Stored data entries »
########################################

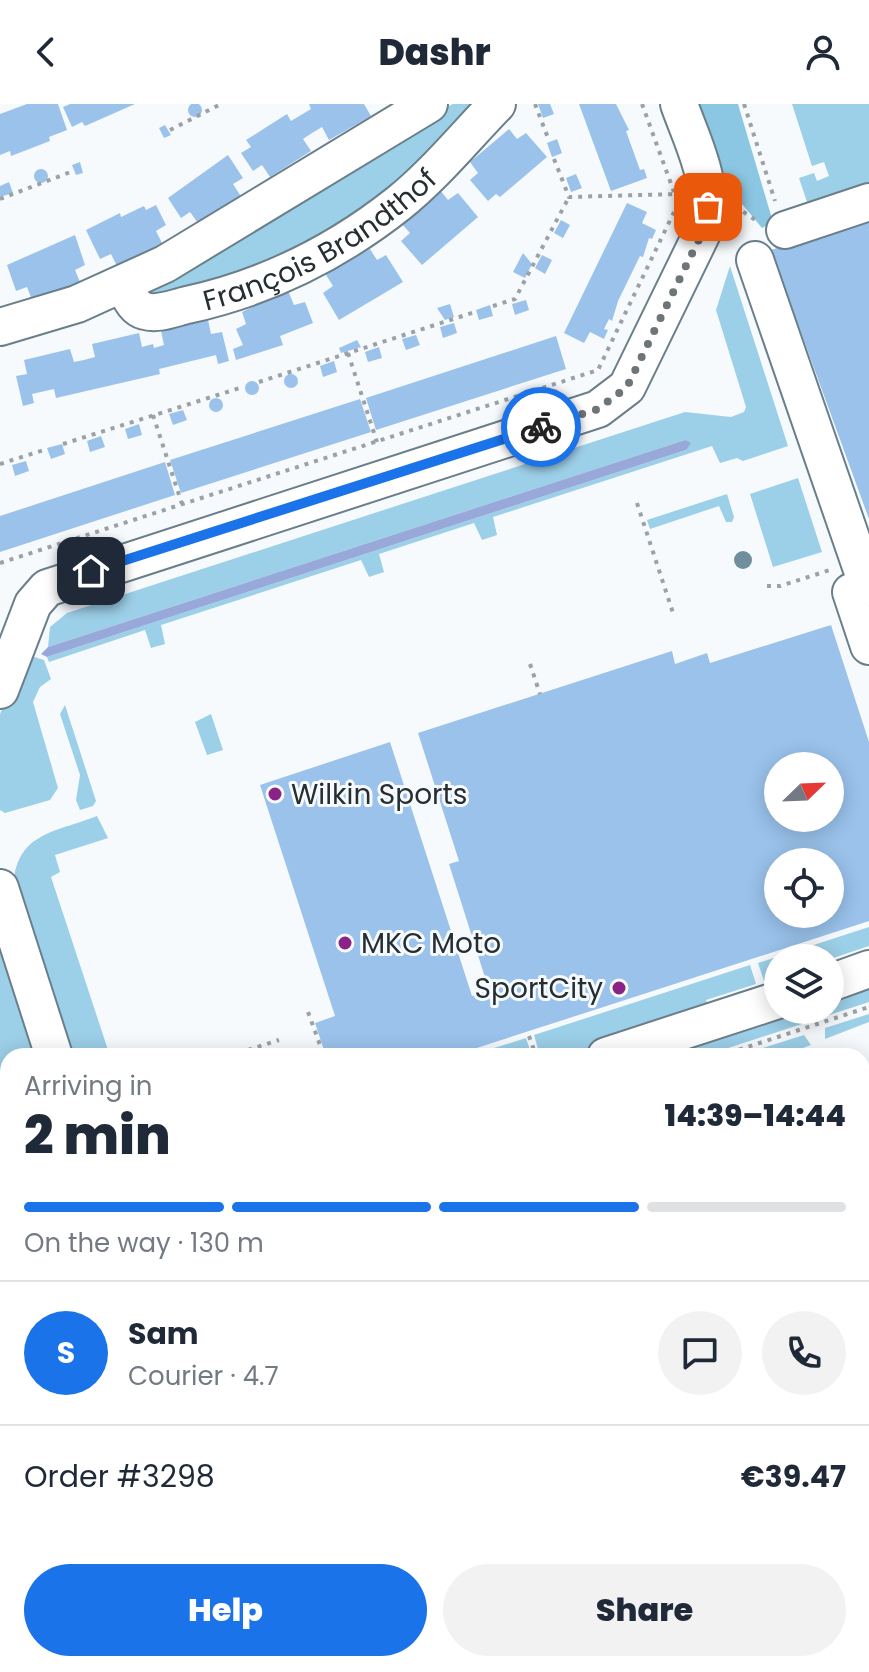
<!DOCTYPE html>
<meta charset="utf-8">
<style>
:root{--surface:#fff;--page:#f2f2f3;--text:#1f2937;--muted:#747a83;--line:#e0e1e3;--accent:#1a73e8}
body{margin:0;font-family:Poppins,sans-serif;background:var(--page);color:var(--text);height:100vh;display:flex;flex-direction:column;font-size:30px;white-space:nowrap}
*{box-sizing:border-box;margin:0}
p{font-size:26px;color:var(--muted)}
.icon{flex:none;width:44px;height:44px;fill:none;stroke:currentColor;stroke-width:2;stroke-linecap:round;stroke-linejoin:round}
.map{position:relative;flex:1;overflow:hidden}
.details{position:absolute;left:0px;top:944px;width:870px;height:624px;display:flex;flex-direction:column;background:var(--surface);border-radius:24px 24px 0 0;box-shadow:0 4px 20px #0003}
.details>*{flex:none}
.needle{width:52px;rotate:67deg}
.controls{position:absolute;left:764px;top:648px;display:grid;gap:16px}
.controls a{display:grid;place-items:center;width:80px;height:80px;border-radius:50%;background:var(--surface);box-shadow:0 4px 20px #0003;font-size:40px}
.pin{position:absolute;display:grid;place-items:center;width:68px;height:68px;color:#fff;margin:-34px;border-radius:16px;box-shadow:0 4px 12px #0006}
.courier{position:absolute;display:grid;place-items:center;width:80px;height:80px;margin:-40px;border:6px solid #1a73e8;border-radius:50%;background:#fff;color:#222;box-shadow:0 2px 10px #0007}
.summary em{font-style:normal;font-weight:800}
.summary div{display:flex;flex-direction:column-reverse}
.summary{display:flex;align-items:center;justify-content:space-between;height:136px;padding:0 24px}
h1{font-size:52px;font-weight:800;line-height:60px}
.bar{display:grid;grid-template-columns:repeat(4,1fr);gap:12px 8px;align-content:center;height:96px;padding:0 24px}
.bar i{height:10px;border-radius:6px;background:var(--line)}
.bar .on{background:var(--accent)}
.bar p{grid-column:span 4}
.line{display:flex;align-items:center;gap:20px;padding:0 24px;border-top:2px solid var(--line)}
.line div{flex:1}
.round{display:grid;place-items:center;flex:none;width:84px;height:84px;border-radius:42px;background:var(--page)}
.action{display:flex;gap:16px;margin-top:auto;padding:16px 24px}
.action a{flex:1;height:92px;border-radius:48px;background:var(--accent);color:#fff;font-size:32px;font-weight:800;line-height:92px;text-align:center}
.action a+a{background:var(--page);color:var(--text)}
header{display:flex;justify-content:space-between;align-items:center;height:104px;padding:0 24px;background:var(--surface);font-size:36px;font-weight:800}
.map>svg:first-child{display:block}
.green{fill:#9ccfe8}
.forest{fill:#8bc6e2}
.water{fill:#98a9d9}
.building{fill:#9ac2eb;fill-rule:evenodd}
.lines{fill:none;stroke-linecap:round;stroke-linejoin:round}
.minor-tunnel{stroke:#ccd1d4;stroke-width:36;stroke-dasharray:36 18;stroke-linecap:butt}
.minor-casing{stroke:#6a7f89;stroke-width:40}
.highway-casing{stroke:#3195a4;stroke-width:48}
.path{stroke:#9ba1a4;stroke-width:4;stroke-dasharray:4 6;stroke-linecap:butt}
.minor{stroke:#fff;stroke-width:36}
.highway{stroke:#38cde2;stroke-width:44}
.tree{fill:#708f9c}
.done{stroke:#6e7579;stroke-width:8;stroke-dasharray:0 14.4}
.route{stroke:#1a73e8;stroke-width:10}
.poi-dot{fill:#8b2287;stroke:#f6fafd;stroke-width:3}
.labels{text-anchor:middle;stroke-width:6;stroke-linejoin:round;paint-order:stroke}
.street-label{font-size:28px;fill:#252e32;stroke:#f6fafd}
.poi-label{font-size:28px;fill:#252e32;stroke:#f6fafd;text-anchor:start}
</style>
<header><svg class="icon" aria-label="back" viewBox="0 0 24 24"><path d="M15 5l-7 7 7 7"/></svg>Dashr<svg class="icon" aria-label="person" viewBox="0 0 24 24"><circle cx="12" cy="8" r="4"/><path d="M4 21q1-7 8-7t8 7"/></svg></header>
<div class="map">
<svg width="869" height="1568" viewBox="0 0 869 1568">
<rect width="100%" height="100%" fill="#f6fafd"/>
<path class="green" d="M453,0H485L468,20L311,148L154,201L143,181L416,18Z
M792,0H869V87L808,101L799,74L814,69L817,77L829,72L824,58L812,62Z
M730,162L788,342L743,357L737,354L720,359L712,342L493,413L497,431L482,436L474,419L379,450L384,468L369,473L361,456L161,521L165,540L151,544L145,526L49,558L47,553L686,346L685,336L48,543L50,523L67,509L685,308L731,313L744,308L746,303L716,206Z
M798,374L822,448L773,463L750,390Z
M727,390L734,413L732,418H726L719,402L650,425L647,416Z
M25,550L44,556L51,575L40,583L33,598L58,684L50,696L5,709L0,706V610Z
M65,601L96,697L93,702L80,706L76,696L80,671L60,610Z
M211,610L223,646L207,651L195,618Z
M97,712L108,734L55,751L60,768L51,773L110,952H66L13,786C15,728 54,729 97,712Z
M869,823V842L830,855L778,854V873L764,877L758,859Z
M0,825L41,952H8V1325L0,1295Z
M750,861L756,880L706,896L710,907L572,952H540L534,931Z
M869,880V898L704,952H644L785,906H830V892Z
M869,910V918L825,935V924Z
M804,931L811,941L782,952H738Z
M526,934L532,952H469Z
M0,1345L8,1377V1458L0,1427Z
M869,1489V1568H804L801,1560H862V1492Z
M293,1560H336L341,1568H298Z
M433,1560H465L468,1568H434Z
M644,1560H727L728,1562L713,1568H640Z"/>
<path class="forest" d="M690,0H738L773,118L762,124L722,76Z"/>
<path class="water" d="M685,336L691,339L686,346L47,553L41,550L48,543Z
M0,1295L8,1325V1377L0,1345Z
M117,1560H293L298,1568H119Z"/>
<path class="building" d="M188 6a7 7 0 1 1 14 0a7 7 0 1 1-14 0Z
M27,0H58L67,26L49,33L50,37L11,52L10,47L0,51V10Z
M70,0H135L85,22L82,18L72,23L63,3Z
M309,0H364L371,12L329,36L322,23L312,29L303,35L311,47L270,73L262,61L253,67L241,49L251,43L246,36L287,10L291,17L311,5Z
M538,0H550L554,10L543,14Z
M579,0H616L629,26L626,27L640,66L644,65L647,74L611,87Z
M165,21L171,31L164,34L159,24Z
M509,25L517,35L526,29L547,53L500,93L496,90L488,97L470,76L478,69L470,58Z
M557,35L562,49L552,53L547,39Z
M228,51L243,74L233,80L240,91L237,97L204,118L198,119L190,108L181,114L168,94Z
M80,58L83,69L76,71L72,61Z
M34 72a7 7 0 1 1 14 0a7 7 0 1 1-14 0Z
M576,70L582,84L571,88L566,74Z
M9,78L13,89L0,93V82Z
M440,86L448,96L458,89L478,113L422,161L401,137L410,129L401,119Z
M627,99L647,108L642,119L656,126L652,135L649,134L643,153L640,152L618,197L612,217L609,215L604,225L608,226L604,235L590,228L584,239L564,229Z
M156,101L166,121L156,127L162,139L158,144L123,162H117L111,150L100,155L86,126L120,109L121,113L144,102L146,106Z
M869,115V415L771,146Z
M561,116L570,121L563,134L554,129Z
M75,131L85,161L75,166L80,178L75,183L32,196L27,183L16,187L7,161Z
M370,145L377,156L386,151L403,178L339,216L323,189L333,182L326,171L330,165Z
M523,149L532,160L525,174L513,168Z
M542,151L552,156L545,170L535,164Z
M282,189H289L294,201L305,198L313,219L280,232L283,241L236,256L233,245L243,241L236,225L246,220L242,208Z
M526,196L529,206L515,211L512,200Z
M450,200L454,213L445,216L437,204Z
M490,201L493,212L479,216L476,206Z
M208,216L211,230L222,228L229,257L218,260L216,251L159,265L160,270L56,294L54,285L32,290L34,299L23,302L16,272L27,270L24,256L70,245L74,258L84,256L95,253L92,240L139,229L142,243L153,240L154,244L164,241L161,227Z
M454,219L457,229L443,234L440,223Z
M416,231L420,241L406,246L402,235Z
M556,232L566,265L376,326L366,294Z
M357,236L361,243L341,249L339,244Z
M379,243L382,254L368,258L365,248Z
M334,257L337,268L323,273L320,262Z
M284 277a7 7 0 1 1 14 0a7 7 0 1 1-14 0Z
M245 284a7 7 0 1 1 14 0a7 7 0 1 1-14 0Z
M209 301a7 7 0 1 1 14 0a7 7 0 1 1-14 0Z
M360,295L371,328L181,389L170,356Z
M183,306L187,316L173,321L169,310Z
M139,320L142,331L128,335L125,325Z
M101,332L105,343L90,348L87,337Z
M62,340L65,350L51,355L47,344Z
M26,357L29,367L15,372L12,361Z
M165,358L175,391L0,448V412Z
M831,521L869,638V817L452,952H347L346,946L326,952L315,919L335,912L260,681L390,638L472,892L489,886L449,760L459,757L418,629L672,547L675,560L707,549L710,559ZM778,662H830V714H778ZM778,758H830V810H778Z
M869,977V1023L862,1006V980Z
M862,1070L869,1084V1368L862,1351Z
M727,1560H778L781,1568H713Z"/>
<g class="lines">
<path class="minor-tunnel" d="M862,1107L869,1104"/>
<g class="minor-casing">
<g id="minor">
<path d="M785,126L869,98"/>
<path d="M755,156L868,483"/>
<path id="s1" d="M123,180C129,190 133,204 145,207C158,211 174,204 187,201C265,184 336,149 399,99C434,71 465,33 497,0"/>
<path d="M0,223L77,200L165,160L429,0"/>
<path d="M869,482L851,488L869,542"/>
<path d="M0,586L33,500L47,484L598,305L627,283L703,127C715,78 695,45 679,0"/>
<path d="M0,784L54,952"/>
<path d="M830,879L869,865"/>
<path d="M606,952L778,896"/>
<path d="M862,1402L869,1398"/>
<path d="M415,1560L416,1568"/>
<path d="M786,1560L789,1568"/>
</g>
</g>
<g class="highway-casing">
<path id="highway" d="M0,1548L5,1568"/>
</g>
<path class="path" d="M535,0L548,34
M642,0L674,88
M744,0L775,97
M170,26L221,0
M554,55L569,93L678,90
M0,95L73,67
M735,102L758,118
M493,202L515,195L569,93
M348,249L377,338
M259,278L475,208
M153,311L182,400
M63,340L243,283
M0,360L47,345
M637,399L674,512
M0,459L598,266L674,108
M767,482H780L830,466
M530,560L540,590
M308,908L324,952
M529,932L536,952
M229,952L279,936
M720,952L869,903
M862,1456L869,1457"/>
<use href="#minor" class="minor"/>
<use href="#highway" class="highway"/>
</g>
<circle class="tree" cx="743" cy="456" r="9"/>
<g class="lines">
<path class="done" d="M541,323L598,305L627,283L703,127L708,103"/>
<path class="route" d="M91,467L541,323"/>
</g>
<g class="poi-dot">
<circle cx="275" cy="690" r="8"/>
<circle cx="345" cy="839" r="8"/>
<circle cx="619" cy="884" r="8"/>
</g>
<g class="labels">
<g class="street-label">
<text dy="10" stroke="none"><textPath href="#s1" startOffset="228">François Brandthof</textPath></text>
</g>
<g class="poi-label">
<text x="291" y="700">Wilkin Sports</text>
<text x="361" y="849">MKC Moto</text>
<text x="603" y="894" text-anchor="end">SportCity</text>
</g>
</g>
</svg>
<div class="controls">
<a><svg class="needle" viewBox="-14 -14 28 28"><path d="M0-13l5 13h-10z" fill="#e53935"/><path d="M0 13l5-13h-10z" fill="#747a83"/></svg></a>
<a><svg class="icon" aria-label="locate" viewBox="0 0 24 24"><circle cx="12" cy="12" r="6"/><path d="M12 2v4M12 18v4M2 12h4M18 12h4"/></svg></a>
<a><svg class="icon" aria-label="layers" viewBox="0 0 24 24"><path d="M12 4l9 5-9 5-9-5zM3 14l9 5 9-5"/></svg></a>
</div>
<div class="pin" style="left:708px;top:103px;background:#ea580c"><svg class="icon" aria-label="bag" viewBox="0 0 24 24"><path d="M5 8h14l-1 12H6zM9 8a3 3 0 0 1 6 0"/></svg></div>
<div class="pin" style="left:91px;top:467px;background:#1f2937"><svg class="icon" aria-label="home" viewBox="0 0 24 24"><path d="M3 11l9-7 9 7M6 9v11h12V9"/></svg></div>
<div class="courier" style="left:541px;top:323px"><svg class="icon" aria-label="bike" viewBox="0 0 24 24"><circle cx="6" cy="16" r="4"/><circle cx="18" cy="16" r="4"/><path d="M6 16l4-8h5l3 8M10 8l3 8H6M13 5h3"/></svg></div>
<section class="details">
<div class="summary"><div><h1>2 min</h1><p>Arriving in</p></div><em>14:39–14:44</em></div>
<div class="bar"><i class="on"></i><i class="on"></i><i class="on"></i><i></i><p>On the way · 130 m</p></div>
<div class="line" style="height:144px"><b class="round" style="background:var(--accent);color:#fff">S</b><div><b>Sam</b><p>Courier · 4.7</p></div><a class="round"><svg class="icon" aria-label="chat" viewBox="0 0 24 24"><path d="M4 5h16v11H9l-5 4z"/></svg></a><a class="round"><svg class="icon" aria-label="phone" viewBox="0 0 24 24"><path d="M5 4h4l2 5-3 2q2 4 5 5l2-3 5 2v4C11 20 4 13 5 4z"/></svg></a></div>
<div class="line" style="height:104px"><div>Order #3298</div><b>€39.47</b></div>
<div class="action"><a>Help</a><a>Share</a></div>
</section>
</div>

########################################

Work to be completed »
Copy every line in the data above that has the string "direction" in it.

Output for this task »
body{margin:0;font-family:Poppins,sans-serif;background:var(--page);color:var(--text);height:100vh;display:flex;flex-direction:column;font-size:30px;white-space:nowrap}
.details{position:absolute;left:0px;top:944px;width:870px;height:624px;display:flex;flex-direction:column;background:var(--surface);border-radius:24px 24px 0 0;box-shadow:0 4px 20px #0003}
.summary div{display:flex;flex-direction:column-reverse}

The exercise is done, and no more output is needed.